Additive Mass Production – AMP

“Production, the final frontier […] to boldly go where no digital manufacturing capability has gone before”. If there were a sci-fi series on the evolution of 3D printing, the initial introduction could sound something like this, borrowed right out of Star Trek (just like the replicator concept that 3D printers will one day replicate). Production, intended as batch, large match, serial, mass-customized, and eventually digital mass production is the ultimate goal of any manufacturing technology, and 3D printing (or additive manufacturing) is of course no different.

We know that today, and for the foreseeable future, 3D printing will be another production tool to complement well-established formative and subtractive processes but we at 3dpbm are convinced that eventually (very far in into the future) all manufacturing will be done additively. So where do we stand now? More or less the same as our space program versus Star Trek’s: it’s a great time to be in the space industry, there is lots of enthusiasm and we are making great progress in bringing costs down (thanks primarily to additive manufacturing and to Elon Musk), but our space industry is only an infinitesimally small fraction of what we can imagine it to be.

With AM for direct production, it’s more or less the same: there is incredible enthusiasm, we are making incredible progress but our production capabilities are only an infinitesimally small fraction of what they could eventually be and a tiny fraction of traditional manufacturing, which we intend as manually customized, automated formative and digital subtractive) manufacturing.

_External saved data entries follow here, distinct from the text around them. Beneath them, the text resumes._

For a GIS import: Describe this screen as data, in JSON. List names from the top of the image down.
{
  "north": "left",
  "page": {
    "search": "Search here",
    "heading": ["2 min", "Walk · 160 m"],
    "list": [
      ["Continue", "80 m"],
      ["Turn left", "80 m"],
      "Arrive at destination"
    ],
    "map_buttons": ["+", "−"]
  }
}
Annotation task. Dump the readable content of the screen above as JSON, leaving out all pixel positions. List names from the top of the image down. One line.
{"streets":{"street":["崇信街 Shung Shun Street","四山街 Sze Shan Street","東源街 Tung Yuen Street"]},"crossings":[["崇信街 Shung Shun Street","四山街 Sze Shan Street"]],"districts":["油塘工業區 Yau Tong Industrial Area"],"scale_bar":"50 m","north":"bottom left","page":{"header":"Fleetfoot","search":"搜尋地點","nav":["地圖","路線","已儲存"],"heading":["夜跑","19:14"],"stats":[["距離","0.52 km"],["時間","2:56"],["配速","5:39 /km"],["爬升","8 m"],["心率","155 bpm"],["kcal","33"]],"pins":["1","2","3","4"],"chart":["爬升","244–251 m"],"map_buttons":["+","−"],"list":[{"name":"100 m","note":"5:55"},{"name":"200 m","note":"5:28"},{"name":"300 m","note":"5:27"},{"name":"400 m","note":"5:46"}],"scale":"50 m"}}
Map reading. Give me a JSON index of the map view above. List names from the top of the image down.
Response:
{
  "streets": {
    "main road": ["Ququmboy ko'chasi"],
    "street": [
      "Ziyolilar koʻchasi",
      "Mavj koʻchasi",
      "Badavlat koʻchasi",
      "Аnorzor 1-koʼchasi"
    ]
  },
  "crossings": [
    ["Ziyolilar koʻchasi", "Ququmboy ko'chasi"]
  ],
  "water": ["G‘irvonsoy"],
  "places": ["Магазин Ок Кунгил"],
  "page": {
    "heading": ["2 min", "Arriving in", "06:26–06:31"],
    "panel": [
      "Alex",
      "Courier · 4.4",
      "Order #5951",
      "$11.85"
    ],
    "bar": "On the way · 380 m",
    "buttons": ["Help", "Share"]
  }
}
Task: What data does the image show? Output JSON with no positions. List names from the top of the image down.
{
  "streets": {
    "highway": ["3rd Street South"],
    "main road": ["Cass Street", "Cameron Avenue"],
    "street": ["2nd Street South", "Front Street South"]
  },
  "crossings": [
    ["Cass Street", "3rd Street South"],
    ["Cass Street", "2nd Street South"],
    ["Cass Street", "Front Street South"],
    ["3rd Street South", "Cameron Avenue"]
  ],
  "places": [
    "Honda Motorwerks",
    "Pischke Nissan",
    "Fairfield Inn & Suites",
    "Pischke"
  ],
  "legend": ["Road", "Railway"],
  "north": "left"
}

One of the reasons we think that AM can one day replace all these processes is because AM is all of these combined into one. AM can be used for mass customization, production automation and digital manufacturing. The goal of the companies developing AM processes and workflows is to do just that.

That’s not to say that AM for production isn’t already underway. It is. Especially in polymer AM (3dpbm Research’s upcoming major study on this key segment of AM will demonstrate this very fact). Companies are producing millions of parts per year using all major AM processes: thermoplastic material extrusion (with farms of hundreds of machines), stereolithography (with larger and faster high-speed machines using durable materials) and polymer powder bed fusion (either by optimizing the SLS workflow or by accelerating production rates via the newest thermal PBF processes such as MJF, SAF and HSS). When it comes to polymer AM, it is now more of a matter of finalizing, accelerating and optimizing all workflows, even beyond powder management and post-processing and into accelerated ways to get final 3D printed products into the hands of customers. This is what AM Flow is focusing on, the only company to do so effectively at this time, and pretty much every high-throughput polymer AM service provider in the world could benefit from the product handling capabilities enabled by its hardware and software systems.

Another key area of development is LFAM, which can now be used to produce single final parts and products but extremely large single parts and products that would be difficult to produce using standard processes. Tools (such as molds, jigs or fixtures) are a key example: there objects are intended as a means for producing other parts but they are also final and usable parts in and of themselves.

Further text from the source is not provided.